TERMS OF CZECH OFFER / Nine Points Conceding Most Sudeten Demands / EXTENSIVE SELF-GOVERNMENT / Proposals Would be Put in Force as Soon as Possible / Manchester Guardian, 9 September 1938, p. 9

At last, after all the endless reports of meetings to seemingly no end: actual details! As the above — from the Manchester Guardian (p. 9) — shows, the Czech autonomy proposals (first reported yesterday) were pretty generous. The Sudetens (and presumably other minorities) would get self-government, language equality, their own civil servants and police.
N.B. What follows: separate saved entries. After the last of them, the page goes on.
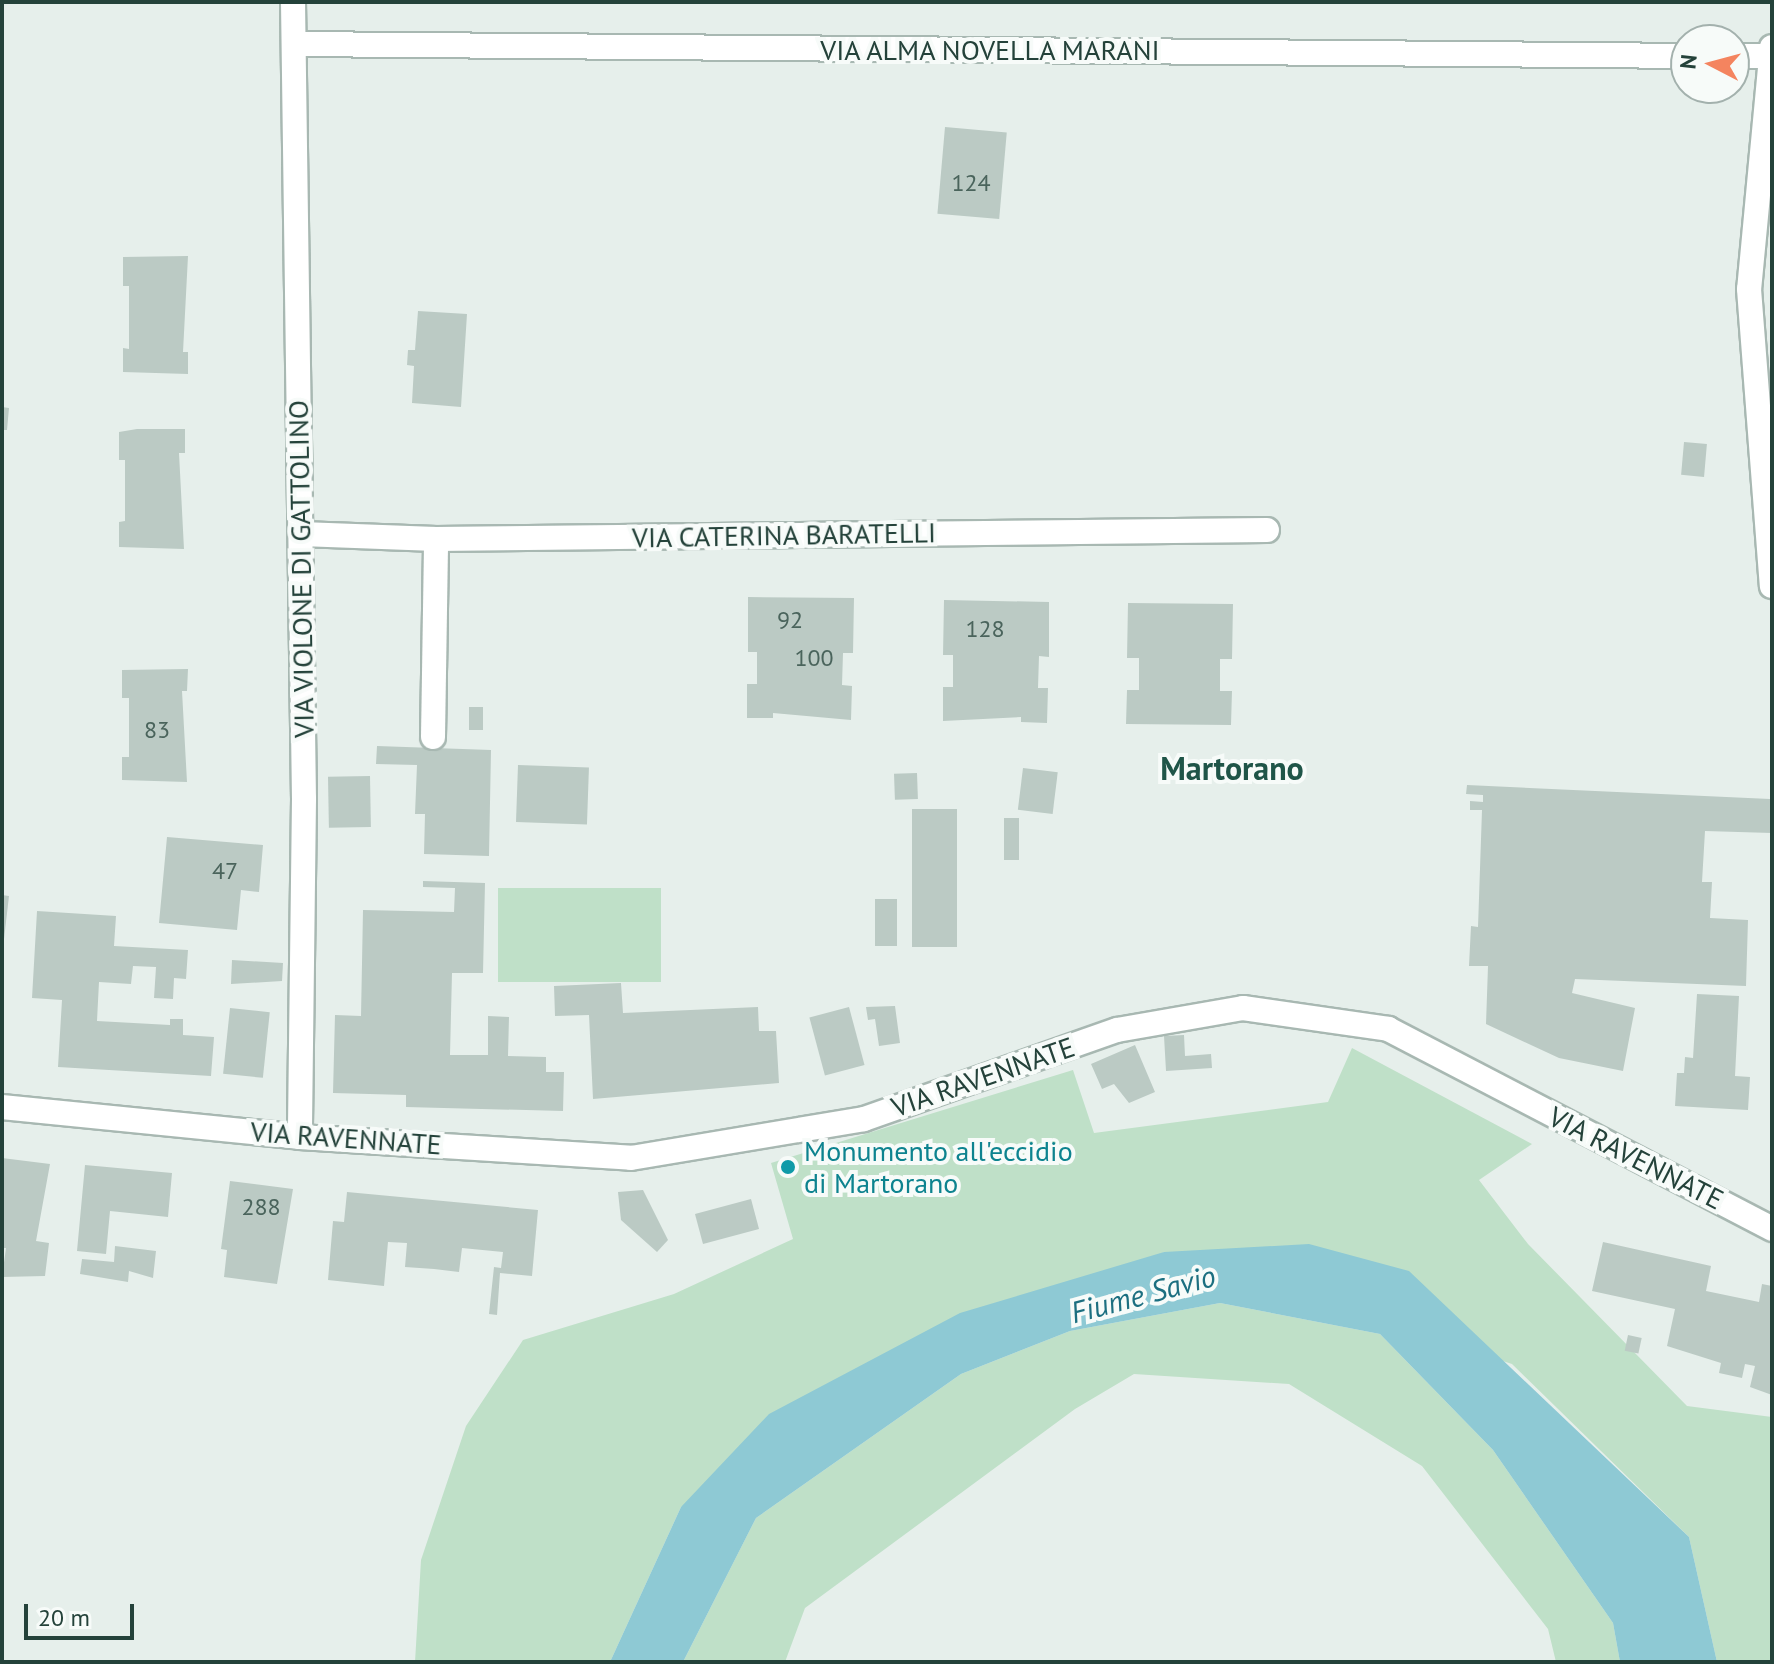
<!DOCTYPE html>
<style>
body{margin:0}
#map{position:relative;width:1774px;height:1664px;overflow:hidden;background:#e6efeb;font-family:"PT Sans",sans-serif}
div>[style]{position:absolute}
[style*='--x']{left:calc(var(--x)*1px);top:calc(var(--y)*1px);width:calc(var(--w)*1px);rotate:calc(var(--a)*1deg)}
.green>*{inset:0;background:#bfe0c8;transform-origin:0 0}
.water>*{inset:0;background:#8ec9d4}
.building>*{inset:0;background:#bbcac4;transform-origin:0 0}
.roads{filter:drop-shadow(2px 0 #a8b8b2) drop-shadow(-2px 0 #a8b8b2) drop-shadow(0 2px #a8b8b2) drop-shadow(0 -2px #a8b8b2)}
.street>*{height:24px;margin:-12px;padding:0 12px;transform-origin:12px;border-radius:12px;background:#fff}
.secondary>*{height:24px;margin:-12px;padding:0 12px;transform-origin:12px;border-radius:12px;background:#fff}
.dots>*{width:22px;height:22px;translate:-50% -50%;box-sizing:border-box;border:4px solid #f7fbf9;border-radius:50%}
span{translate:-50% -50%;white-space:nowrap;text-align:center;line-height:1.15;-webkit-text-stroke:8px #f7fbf9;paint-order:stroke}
.number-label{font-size:24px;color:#4a645c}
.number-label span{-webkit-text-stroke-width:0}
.street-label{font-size:28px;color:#24423a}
.culture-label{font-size:28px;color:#0d838f}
.left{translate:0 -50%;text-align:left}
.water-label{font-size:30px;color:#1c6f80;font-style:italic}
.quarter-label{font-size:32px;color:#1f5548;font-weight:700}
.frame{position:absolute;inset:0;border:4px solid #24423a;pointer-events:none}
.north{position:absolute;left:1670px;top:24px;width:80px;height:80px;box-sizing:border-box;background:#f7fbf9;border:2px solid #a3b1ad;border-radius:50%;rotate:276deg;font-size:22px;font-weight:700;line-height:32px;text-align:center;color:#24423a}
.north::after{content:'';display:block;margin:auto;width:28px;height:36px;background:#f4845f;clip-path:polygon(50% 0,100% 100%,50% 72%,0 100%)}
.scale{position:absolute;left:24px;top:1604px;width:110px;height:36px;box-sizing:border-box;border:4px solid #24423a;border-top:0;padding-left:10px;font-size:24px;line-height:28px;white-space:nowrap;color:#24423a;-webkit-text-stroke:6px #f7fbf9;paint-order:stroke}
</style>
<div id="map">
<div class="green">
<div style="left:498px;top:888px;width:163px;height:94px"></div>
<div style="clip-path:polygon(1352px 1048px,1532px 1144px,1479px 1180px,1528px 1244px,1687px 1406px,1772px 1417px,1772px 1662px,1717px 1662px,1689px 1537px,1512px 1364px,1164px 1252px,681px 1507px,610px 1662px,415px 1662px,421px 1560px,466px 1426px,523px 1340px,674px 1294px,793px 1239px,771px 1163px,1073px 1070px,1094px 1133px,1328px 1102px)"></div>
<div style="clip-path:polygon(1220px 1303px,1380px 1334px,1493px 1450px,1613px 1623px,1620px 1662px,1556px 1662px,1548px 1629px,1422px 1466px,1289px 1384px,1134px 1374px,1075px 1409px,805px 1608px,785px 1662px,683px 1662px,756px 1518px,961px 1374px,1070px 1331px)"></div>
</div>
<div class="water">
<div style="clip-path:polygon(1309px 1244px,1409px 1271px,1689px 1537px,1717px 1662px,1620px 1662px,1613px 1623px,1493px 1450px,1380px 1334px,1220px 1303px,1070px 1331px,961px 1374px,756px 1518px,683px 1662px,610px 1662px,681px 1507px,769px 1414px,960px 1313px,1164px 1252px)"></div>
</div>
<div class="building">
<div style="left:945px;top:127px;width:62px;height:87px;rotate:5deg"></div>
<div style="clip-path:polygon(188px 256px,183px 352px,188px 352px,188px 374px,123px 372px,123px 348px,129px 349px,129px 286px,123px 286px,123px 257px)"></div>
<div style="clip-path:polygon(418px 311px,467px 314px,461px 407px,412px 403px,414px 366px,407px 365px,408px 350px,415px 350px)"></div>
<div style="clip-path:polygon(2px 407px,9px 408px,7px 430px,2px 430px)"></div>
<div style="clip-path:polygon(137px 429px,185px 429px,185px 453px,179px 453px,184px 549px,119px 547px,119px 522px,125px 521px,125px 460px,119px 460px,119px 432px)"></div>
<div style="left:1684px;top:442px;width:23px;height:33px;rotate:5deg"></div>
<div style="clip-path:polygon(748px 597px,854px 598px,853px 653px,843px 653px,842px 685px,852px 686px,851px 720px,773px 713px,773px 718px,747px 718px,747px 684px,757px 684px,757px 652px,748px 652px)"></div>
<div style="clip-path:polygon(944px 600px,1049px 602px,1049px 657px,1039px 656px,1038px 688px,1048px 688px,1047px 723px,1021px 722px,1021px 717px,943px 721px,943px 687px,953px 687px,953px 655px,943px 655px)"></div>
<div style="clip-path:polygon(1128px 603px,1233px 604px,1232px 659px,1220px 659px,1220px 691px,1232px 691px,1231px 725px,1126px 724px,1127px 690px,1139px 690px,1139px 658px,1127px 658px)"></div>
<div style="clip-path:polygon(188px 669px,187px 691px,182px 691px,187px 782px,122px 780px,122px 757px,129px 757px,129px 698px,122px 698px,122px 670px)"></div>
<div style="left:469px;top:707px;width:14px;height:23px"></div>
<div style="clip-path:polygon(377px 746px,491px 750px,489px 856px,424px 854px,425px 814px,415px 814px,417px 765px,376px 764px)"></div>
<div style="left:518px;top:765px;width:71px;height:57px;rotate:2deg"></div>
<div style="left:1023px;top:768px;width:35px;height:42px;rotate:7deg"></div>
<div style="left:917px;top:773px;width:26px;height:23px;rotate:88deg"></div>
<div style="left:370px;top:776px;width:51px;height:42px;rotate:89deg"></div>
<div style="clip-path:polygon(1467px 785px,1770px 799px,1772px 833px,1705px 831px,1702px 882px,1712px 882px,1710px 918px,1748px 920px,1746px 986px,1575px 979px,1572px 993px,1635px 1008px,1623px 1071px,1559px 1058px,1486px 1024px,1488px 966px,1469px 966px,1471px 926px,1478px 927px,1482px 810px,1470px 810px,1470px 801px,1483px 802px,1483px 795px,1466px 794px)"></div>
<div style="left:912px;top:809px;width:45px;height:138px"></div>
<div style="left:1004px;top:818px;width:15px;height:42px"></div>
<div style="clip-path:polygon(167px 837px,263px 845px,259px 892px,241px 890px,237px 930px,159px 923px)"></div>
<div style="clip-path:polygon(423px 881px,485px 883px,483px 973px,452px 973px,450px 1055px,488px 1055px,488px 1016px,509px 1017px,508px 1056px,546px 1057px,546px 1072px,564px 1072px,563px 1111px,406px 1107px,406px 1095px,333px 1093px,335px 1015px,361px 1016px,363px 910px,454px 912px,455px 888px,423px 887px)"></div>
<div style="clip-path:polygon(2px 895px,9px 896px,4px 939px,2px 939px)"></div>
<div style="left:875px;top:899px;width:22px;height:47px"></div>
<div style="clip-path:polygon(37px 911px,116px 916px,114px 946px,188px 950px,186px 979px,174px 978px,173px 999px,154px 998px,156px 967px,133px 966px,131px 984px,99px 982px,97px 1021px,170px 1025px,170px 1019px,183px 1019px,183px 1035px,214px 1037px,211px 1076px,58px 1067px,62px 1000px,32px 998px)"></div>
<div style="clip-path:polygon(232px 960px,283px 963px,282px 981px,231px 984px)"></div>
<div style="clip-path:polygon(621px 983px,623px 1013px,758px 1007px,759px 1031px,776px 1031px,779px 1083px,593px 1099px,589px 1015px,555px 1016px,554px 986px)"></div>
<div style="clip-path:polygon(1697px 994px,1739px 996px,1735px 1076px,1750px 1077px,1748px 1110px,1675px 1106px,1677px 1073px,1684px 1073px,1685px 1057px,1693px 1058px)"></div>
<div style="clip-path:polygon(895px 1006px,900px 1043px,879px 1046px,875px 1019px,868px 1020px,866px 1007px)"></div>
<div style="left:849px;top:1007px;width:60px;height:41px;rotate:75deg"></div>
<div style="left:230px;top:1008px;width:40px;height:66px;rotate:6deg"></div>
<div style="clip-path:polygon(1184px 1035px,1185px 1056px,1211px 1054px,1212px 1068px,1166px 1071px,1164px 1036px)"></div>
<div style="clip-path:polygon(1135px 1045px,1155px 1092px,1129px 1103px,1114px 1084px,1102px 1089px,1091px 1064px)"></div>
<div style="clip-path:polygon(2px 1158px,50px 1164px,36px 1241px,49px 1243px,45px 1276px,2px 1277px,6px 1248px,2px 1248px)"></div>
<div style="clip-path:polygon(85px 1165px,172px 1173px,168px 1217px,110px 1211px,106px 1254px,77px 1251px)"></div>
<div style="clip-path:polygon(230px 1181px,293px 1189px,277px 1284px,224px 1277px,227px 1250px,221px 1249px)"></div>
<div style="clip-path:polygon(643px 1190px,668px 1240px,657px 1252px,621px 1220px,618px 1192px)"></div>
<div style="clip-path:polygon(347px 1192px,538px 1210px,532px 1276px,500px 1273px,497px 1315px,489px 1314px,494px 1267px,501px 1268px,503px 1252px,462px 1248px,459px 1272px,434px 1269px,405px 1267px,407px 1243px,388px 1242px,384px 1286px,328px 1280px,333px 1221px,344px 1222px)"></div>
<div style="left:751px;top:1199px;width:31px;height:58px;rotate:75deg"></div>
<div style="clip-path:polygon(1603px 1242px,1711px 1266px,1706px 1291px,1759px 1302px,1762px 1284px,1772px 1286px,1772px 1395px,1750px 1387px,1755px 1366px,1745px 1364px,1742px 1378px,1719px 1373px,1721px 1363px,1667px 1346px,1675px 1309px,1592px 1291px)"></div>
<div style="clip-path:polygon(115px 1246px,156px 1251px,153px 1278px,129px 1271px,128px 1282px,80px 1274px,82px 1259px,114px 1262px)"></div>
<div style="left:1628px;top:1335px;width:14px;height:16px;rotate:12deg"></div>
</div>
<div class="roads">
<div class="street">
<div style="--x:293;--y:2;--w:797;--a:89.21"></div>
<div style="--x:304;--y:799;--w:338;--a:90.7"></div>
<div style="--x:294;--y:44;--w:1392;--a:0.49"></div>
<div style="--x:1772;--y:47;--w:243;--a:95.4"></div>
<div style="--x:1749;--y:289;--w:298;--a:85.6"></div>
<div style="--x:1734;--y:56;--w:37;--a:0"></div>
<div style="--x:301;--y:534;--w:135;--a:2.1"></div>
<div style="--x:436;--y:539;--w:831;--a:-0.62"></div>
<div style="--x:433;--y:737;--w:198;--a:-89.1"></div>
</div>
<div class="secondary">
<div style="--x:2;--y:1107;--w:300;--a:5.7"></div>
<div style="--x:300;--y:1137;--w:332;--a:3.6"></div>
<div style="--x:631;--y:1158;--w:236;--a:-9.5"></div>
<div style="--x:864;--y:1119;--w:268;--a:-19.4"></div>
<div style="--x:1117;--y:1030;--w:128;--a:-9.9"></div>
<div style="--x:1243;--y:1008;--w:147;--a:8.2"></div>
<div style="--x:1388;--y:1029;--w:433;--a:27.5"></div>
</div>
</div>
<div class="dots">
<div style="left:788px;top:1167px;background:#0f9aa8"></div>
</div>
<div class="number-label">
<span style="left:971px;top:183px">124</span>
<span style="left:790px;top:620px">92</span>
<span style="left:985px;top:629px">128</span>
<span style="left:814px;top:658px">100</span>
<span style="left:157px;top:730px">83</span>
<span style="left:225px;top:871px">47</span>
<span style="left:261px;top:1207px">288</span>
</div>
<div class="street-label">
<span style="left:990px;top:50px">VIA ALMA NOVELLA MARANI</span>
<span style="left:784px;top:535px;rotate:-1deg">VIA CATERINA BARATELLI</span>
<span style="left:301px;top:569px;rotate:-91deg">VIA VIOLONE DI GATTOLINO</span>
<span style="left:983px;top:1077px;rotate:-19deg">VIA RAVENNATE</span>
<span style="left:346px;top:1138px;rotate:4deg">VIA RAVENNATE</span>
<span style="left:1636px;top:1158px;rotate:27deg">VIA RAVENNATE</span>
</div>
<div class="culture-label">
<span class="left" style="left:804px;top:1167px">Monumento all'eccidio<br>di Martorano</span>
</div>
<div class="water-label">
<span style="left:1143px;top:1294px;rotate:-15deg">Fiume Savio</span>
</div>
<div class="quarter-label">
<span style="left:1232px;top:768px">Martorano</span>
</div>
<div class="frame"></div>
<div class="north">N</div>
<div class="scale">20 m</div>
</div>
I’m not sure what the ‘Protection for citizens against denationalization’ means — more likely something about the right to a passport than maintaining state ownership of industry!

The proposals also include ‘Guarantees for the integrity of the frontier and the unity of the State’, which seems reasonable enough. But a (later to become infamous) leading article in The Times suggests an alternative (p. 13):

In that case it might be worth while for the Czechoslovak Government to consider whether they should exclude altogether the project, which has found favour in some quarters, of making Czechoslovakia a more homogeneous State by the secession of that fringe of alien populations who are contiguous to the nation with which they are united by race. In any case the wishes of the population concerned would seem to be a decisively important element in any solution that can hope to be regarded as permanent, and the advantages to Czechoslovakia of becoming a homogeneous State might conceivably outweigh the obvious disadvantages of losing the Sudeten German districts of the borderland.

There it is: the first time (at least in my sources) that the idea of the annexation of the Sudetenland by Germany — the solution eventually adopted at Munich — was raised in the British press. The Times was often thought, somewhat unfairly, to be especially close to the British government, so a suggestion like this will make people sit up and take notice.